Records from a data source
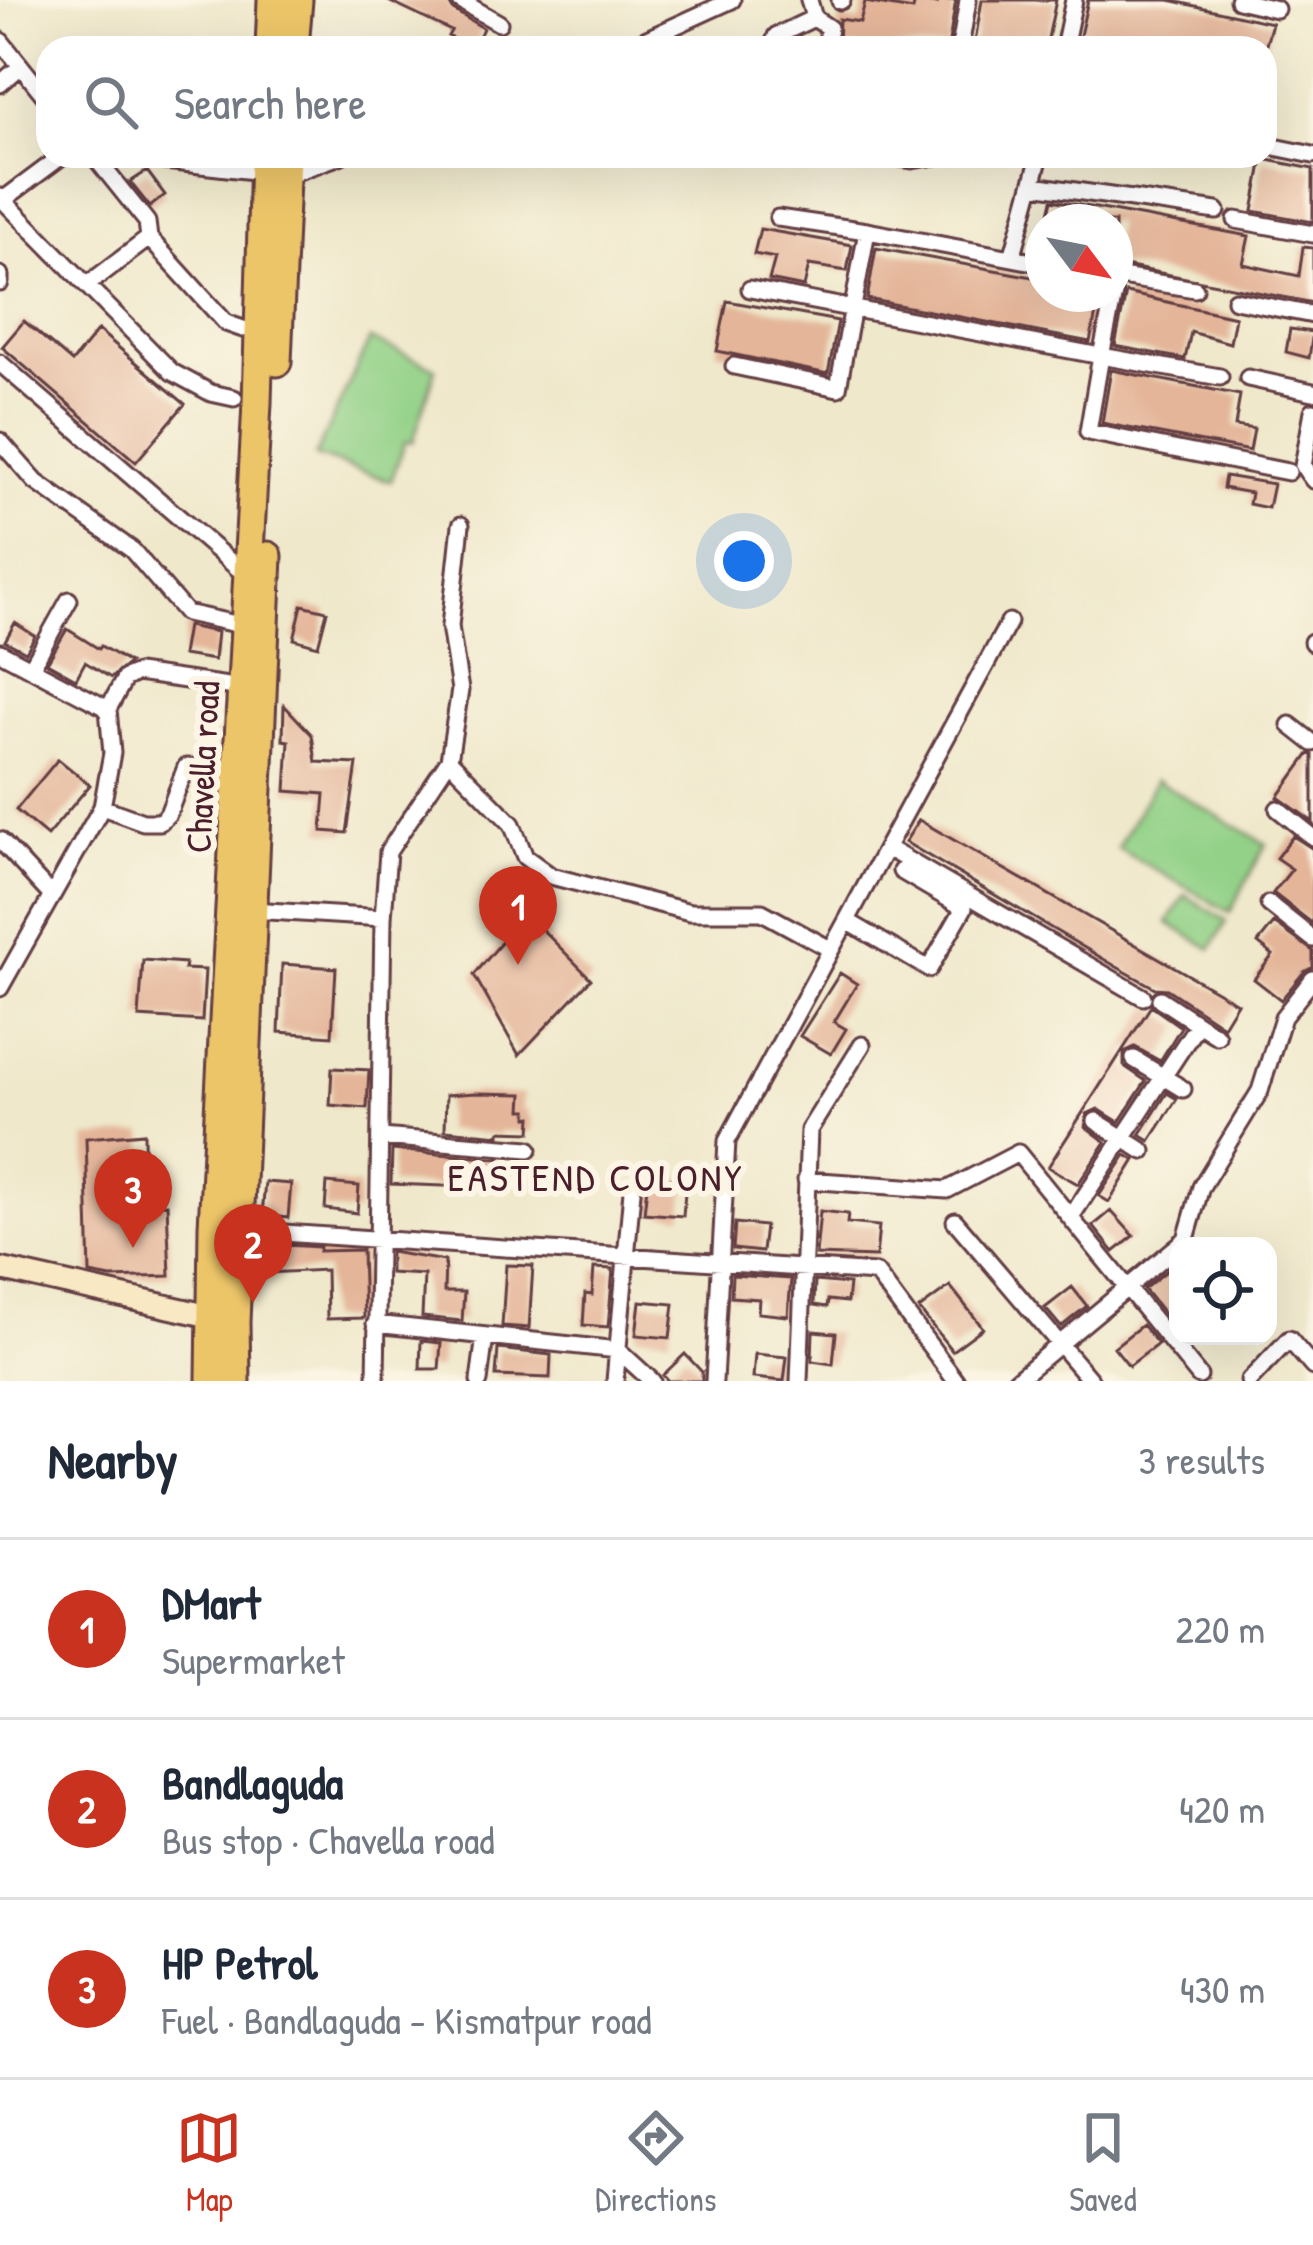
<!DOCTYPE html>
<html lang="en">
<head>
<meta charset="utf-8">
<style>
	body { margin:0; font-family:"Patrick Hand",sans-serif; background:#f2f2f3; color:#1f2937 }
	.controls { position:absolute; right:36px; bottom:36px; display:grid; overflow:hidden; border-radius:24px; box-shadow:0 12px 48px #0002 }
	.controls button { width:108px; height:108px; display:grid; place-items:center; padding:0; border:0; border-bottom:3px solid #e0e1e3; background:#fff; color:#1f2937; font:60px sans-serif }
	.compass { position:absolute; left:1025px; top:204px; width:108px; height:108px; border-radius:50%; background:#fff; box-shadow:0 12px 48px #0002; rotate:122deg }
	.you { position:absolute; left:744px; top:561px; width:42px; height:42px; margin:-30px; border:9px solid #fff; border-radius:50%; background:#1a73e8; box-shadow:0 0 0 18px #1a73e833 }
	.badge { display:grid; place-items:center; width:78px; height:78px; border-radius:50%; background:#c8321e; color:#fff; font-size:39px; font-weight:700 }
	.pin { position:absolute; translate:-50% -99px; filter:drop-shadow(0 3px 6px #0008) }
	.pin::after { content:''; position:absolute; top:63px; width:42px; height:36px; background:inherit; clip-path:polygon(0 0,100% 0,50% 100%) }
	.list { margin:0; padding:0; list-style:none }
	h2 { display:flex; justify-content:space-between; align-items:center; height:156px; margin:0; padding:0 48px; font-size:51px }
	h2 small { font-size:39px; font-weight:400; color:#747a83 }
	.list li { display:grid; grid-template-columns:78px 1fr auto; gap:36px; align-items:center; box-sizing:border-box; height:180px; padding:0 48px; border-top:3px solid #e0e1e3 }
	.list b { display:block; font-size:45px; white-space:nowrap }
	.list p { margin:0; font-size:39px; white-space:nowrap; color:#747a83 }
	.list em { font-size:39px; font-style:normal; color:#747a83 }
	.icon { flex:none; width:66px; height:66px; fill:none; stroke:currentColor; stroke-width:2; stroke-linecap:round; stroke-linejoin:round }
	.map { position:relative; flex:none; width:1313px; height:1381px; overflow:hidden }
	.search { position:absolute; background:#fff; box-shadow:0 12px 48px #0002; left:36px; right:36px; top:36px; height:132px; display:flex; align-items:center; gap:30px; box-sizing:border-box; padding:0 42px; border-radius:36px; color:#747a83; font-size:45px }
	.sheet { height:696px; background:#fff }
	nav { display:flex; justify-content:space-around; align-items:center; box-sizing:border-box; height:168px; border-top:3px solid #e0e1e3; background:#fff; font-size:33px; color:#747a83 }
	nav a { display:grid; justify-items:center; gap:6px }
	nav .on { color:#c8321e }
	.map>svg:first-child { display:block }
	.green { fill:#93d188; stroke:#6e785a; stroke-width:3 }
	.building { fill:#e4b599 }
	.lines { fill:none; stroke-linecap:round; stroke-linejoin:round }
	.street-casing { stroke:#633d43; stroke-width:21 }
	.secondary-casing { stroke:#633d43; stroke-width:27 }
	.highway-casing { stroke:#633d43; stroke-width:33 }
	.street { stroke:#fff; stroke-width:15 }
	.secondary { stroke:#f8e8c3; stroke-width:21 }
	.highway { stroke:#edc569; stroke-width:27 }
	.labels { text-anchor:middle; stroke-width:12; stroke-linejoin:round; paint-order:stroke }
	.street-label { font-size:36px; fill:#4a1f2b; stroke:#fcf5e5 }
	.neighbourhood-label { font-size:39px; letter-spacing:3px; fill:#4a1f2b; stroke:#fcf5e5 }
</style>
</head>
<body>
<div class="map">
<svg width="1313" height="1381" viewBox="0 0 1313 1381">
	<rect width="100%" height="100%" fill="#fcf5e5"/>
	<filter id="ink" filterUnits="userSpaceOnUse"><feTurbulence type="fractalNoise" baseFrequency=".00833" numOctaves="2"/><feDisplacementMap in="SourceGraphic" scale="24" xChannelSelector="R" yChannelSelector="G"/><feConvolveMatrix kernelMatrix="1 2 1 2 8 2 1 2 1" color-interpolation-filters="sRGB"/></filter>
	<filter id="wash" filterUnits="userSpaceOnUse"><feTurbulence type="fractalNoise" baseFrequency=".004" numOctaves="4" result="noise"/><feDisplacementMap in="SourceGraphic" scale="48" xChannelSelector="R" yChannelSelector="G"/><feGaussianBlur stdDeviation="2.7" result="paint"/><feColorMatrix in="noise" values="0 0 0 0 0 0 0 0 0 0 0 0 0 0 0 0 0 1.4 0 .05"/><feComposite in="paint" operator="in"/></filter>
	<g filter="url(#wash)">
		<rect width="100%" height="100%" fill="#efe8cb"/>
		<path class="green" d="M370,339l66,29 -23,74h-8l-14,39 -76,-25z
			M1156,780l110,64 -36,68 -113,-64z
			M1185,895l42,26 -16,28 -43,-26z"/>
		<g id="blocks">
			<path class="building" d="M386,0h61l6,10 30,18 -9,20 -26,-12 3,-5z
				M915,0l22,4 1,-4h18l-8,48h-110l1,-29 21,3 5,-20 48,8z
				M982,0h74l-10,48h-72z
				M1088,0h81l103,23 -7,25h-143l-43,-8z
				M1263,159l50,10v53l-60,-11z
				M147,171l18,24 -15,12 -20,-25z
				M1052,200l197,36 -6,28 56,12 4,-29 10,1v55l-198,-39v-42h-68z
				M760,229l92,16 -5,26 -38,-6 -5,22 -35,-7 6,-22 -21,-4z
				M876,248l167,31v15h57l-10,48 -223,-43z
				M1126,293l109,24 -5,26 -39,-11 -6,27 -70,-13z
				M727,301l111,20 -10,53 -111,-23z
				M24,321l48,41 26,-32 87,74 -49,58 -134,-115z
				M1290,329l23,3 -4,26 -23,-6z
				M1111,370l129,25 -5,31 19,3 -4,22 -148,-28z
				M1225,476l48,8 -5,24 -19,-4 2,-11 -28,-5z
				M302,605l25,6 -9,35 -24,-7z
				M15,623l20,13 -9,16 -21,-11z
				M187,626l30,6 -3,28 -32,-5z
				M67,629l32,20 2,-3 28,17 -18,15 -26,-16 -9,17 -29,-16z
				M284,705l28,30 4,27 41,2 -10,69 -25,-2 3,-37 -39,-3 3,-50 -6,-1z
				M1309,754l4,1v67l-35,-25z
				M58,759l32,26 -43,51 -31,-26z
				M919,820l318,183 -14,23 -56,-37 -12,-1 -38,-21 -212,-125z
				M1293,836l20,13v75l-40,-31 19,-24 -16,-11z
				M526,913l65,66 -72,76 -45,-80z
				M1274,923l39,28v16l-9,5 -23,28 -27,-21 19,-24 -15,-12z
				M143,960l42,3 -1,6 21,1 -3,51 -63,-4z
				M282,964l54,4 -4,68 -53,-4z
				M840,973l17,11 -23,38 12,7 -15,25 -31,-18z
				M1151,1006l30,21 -21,34 -25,-14 -11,5v14l22,15 -27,41 -21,-13 -11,5 -1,13 20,15 -28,42 -30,-17z
				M332,1068l37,2 -2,38 -37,-3z
				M476,1093l47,1 -1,16h6v7h4l-1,15 -31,-1v4l-55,-5 1,-35z
				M1167,1093l10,6 -27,42 -10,-6z
				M144,1133l1,72 22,-1 3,72 -59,2 -21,-4 -4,-136z
				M392,1150l107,9 -1,29 -107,-4z
				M1126,1155l9,5 -26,42 -10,-6z
				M648,1176l38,4 -3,36 -39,-3z
				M265,1182l26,2 -3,34 -26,-3z
				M327,1183l32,3 -2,27 -32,-4z
				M820,1211l28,3 -1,9 32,3 -3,31 -60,-2z
				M1111,1211l23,25 -20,16 -21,-26z
				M735,1223l30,3 -3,26 -29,-3z
				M266,1244l54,3 -1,4 43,-1 2,68 -37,1 -1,-49 -60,3z
				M390,1252l55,9 -1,31h20l-2,29 -40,-4 2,-42 -34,-2z
				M506,1265l27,1 -4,62 -27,-2z
				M594,1268l19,1 -5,58 -25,-2 2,-31 7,1z
				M1170,1268l8,9 -2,52 -32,-40z
				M732,1275l59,4 -3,37 -30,-3 1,-14 -28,-2z
				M815,1281l34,3 -2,18 -19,-2 -1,7 -13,-2z
				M950,1286l33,42 -31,23 -33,-42z
				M1072,1287l15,19 -26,21 -16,-19z
				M640,1301l34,3 -4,34 -34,-3z
				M1142,1325l16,19 -29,22 -15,-19z
				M813,1331l23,2 -3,31 -21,-3z
				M421,1341l20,2 -2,26h-19z
				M498,1349l53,6 -1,23 -54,-2z
				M685,1354l17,18v9h-34l-5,-6z
				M755,1354l32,3 -3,24 -31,-3z"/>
		</g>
	</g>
	<g filter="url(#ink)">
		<use href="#blocks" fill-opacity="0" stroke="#633d43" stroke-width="3"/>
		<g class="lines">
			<defs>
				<path id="street" d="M459,0l40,23
					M809,0l5,18 15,10 -3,20
					M1238,0l38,9
					M840,1l2,-1
					M0,40l48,60
					M627,48l105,-48
					M772,48l4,-12 38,-18
					M960,48l8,-48
					M1064,48l10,-48
					M0,84l21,-18
					M1265,145l48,10
					M887,156l25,4 24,-4
					M1040,156l-28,102 31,6
					M147,159l116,13
					M285,176l55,-20
					M1033,185l184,26
					M0,197l172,175 39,21 23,5
					M3,200l59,-44
					M778,218l89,13
					M1236,220l77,14
					M149,238l77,85 17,6
					M0,275v8
					M1115,276l80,13
					M87,285l62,-47 -2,-16 -53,-66
					M750,289l351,67 13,-62
					M1235,300l78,15
					M0,363l248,214
					M734,366l104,22 29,-157 145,27
					M1220,377l-119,-21 -13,76 200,40
					M1248,378l65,14
					M1313,411l-10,55 10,14
					M0,441l36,41 96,68 54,63 59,13
					M1312,642l1,1
					M0,652l108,57
					M31,668l38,-68
					M1290,725l23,18
					M449,760l63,64 13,33 26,19 139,36h72l68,37
					M102,807l41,15h17l8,-8 18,-47 51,3
					M1278,809l35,28
					M0,840l51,55
					M887,848l256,149
					M1269,904l44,35
					M251,910l132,8 -7,463
					M383,918l5,-66 61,-92 11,-70 -10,-64 11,-101
					M847,921l82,48 35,-61 -63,-37
					M0,988l102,-181 10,-54 -4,-44 17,-31 12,-5 105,15
					M1198,1024l19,12
					M1134,1059l49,30
					M1096,1121l47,30
					M381,1137l148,12
					M806,1180l141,10 71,-37 181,223
					M1071,1217l127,-193 -38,-25
					M955,1221l136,160
					M239,1230l637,43 80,108
					M375,1324l243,26 34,31
					M479,1381l6,-45
					M615,1381l17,-190
					M714,1381l13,-240 282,-519
					M799,1381l10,-251 53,-85
					M1015,1381l171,-142 15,-52 59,-96 23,-74 30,-38
					M1249,1381l40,-42 24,28"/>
				<path id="secondary" d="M0,1269l223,50"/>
				<path id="highway" d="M270,48l2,-48
					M294,48l4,-48
					M277,362l9,-206
					M211,1381l2,-155 44,-823 7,-247
					M236,1381l-1,-59 33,-766"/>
			</defs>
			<use href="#street" class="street-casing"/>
			<use href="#secondary" class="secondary-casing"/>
			<use href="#highway" class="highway-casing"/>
			<use href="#street" class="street"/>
			<use href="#secondary" class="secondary"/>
			<use href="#highway" class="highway"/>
		</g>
	</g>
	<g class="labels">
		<g class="street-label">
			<text transform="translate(202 767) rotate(-87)" y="13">Chavella road</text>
		</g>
		<g class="neighbourhood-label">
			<text x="596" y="1191">EASTEND COLONY</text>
		</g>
	</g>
</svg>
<div class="controls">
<button><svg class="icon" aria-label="locate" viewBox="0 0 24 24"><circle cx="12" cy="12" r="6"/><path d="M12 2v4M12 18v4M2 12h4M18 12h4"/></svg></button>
</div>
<svg class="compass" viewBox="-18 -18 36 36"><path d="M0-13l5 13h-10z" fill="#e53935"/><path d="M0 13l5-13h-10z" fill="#747a83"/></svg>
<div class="you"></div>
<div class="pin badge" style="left:518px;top:965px">1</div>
<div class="pin badge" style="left:253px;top:1303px">2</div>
<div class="pin badge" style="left:133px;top:1248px">3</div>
<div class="search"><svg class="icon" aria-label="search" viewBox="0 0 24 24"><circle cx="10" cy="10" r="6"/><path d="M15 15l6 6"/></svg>Search here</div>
</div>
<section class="sheet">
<h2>Nearby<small>3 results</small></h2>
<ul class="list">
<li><span class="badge">1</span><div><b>DMart</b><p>Supermarket</p></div><em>220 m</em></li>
<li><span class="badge">2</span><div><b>Bandlaguda</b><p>Bus stop · Chavella road</p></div><em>420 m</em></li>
<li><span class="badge">3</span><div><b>HP Petrol</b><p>Fuel · Bandlaguda - Kismatpur road</p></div><em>430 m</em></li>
</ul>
</section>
<nav>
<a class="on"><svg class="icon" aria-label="map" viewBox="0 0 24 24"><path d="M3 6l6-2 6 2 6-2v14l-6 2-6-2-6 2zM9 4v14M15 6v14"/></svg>Map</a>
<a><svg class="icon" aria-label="directions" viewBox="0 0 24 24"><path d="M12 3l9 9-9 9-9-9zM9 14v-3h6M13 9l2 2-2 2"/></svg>Directions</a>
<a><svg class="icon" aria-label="saved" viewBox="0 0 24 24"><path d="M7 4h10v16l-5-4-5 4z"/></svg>Saved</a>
</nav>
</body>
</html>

| PROBLEM TO SOLVE |
Omit the pictures. Print, word for word, the lines from the beginning of the entries above through the line that holds "position:absolute; right:36px; bottom:36px;".

| WRITTEN RESPONSE |
<!DOCTYPE html>
<html lang="en">
<head>
<meta charset="utf-8">
<style>
	body { margin:0; font-family:"Patrick Hand",sans-serif; background:#f2f2f3; color:#1f2937 }
	.controls { position:absolute; right:36px; bottom:36px; display:grid; overflow:hidden; border-radius:24px; box-shadow:0 12px 48px #0002 }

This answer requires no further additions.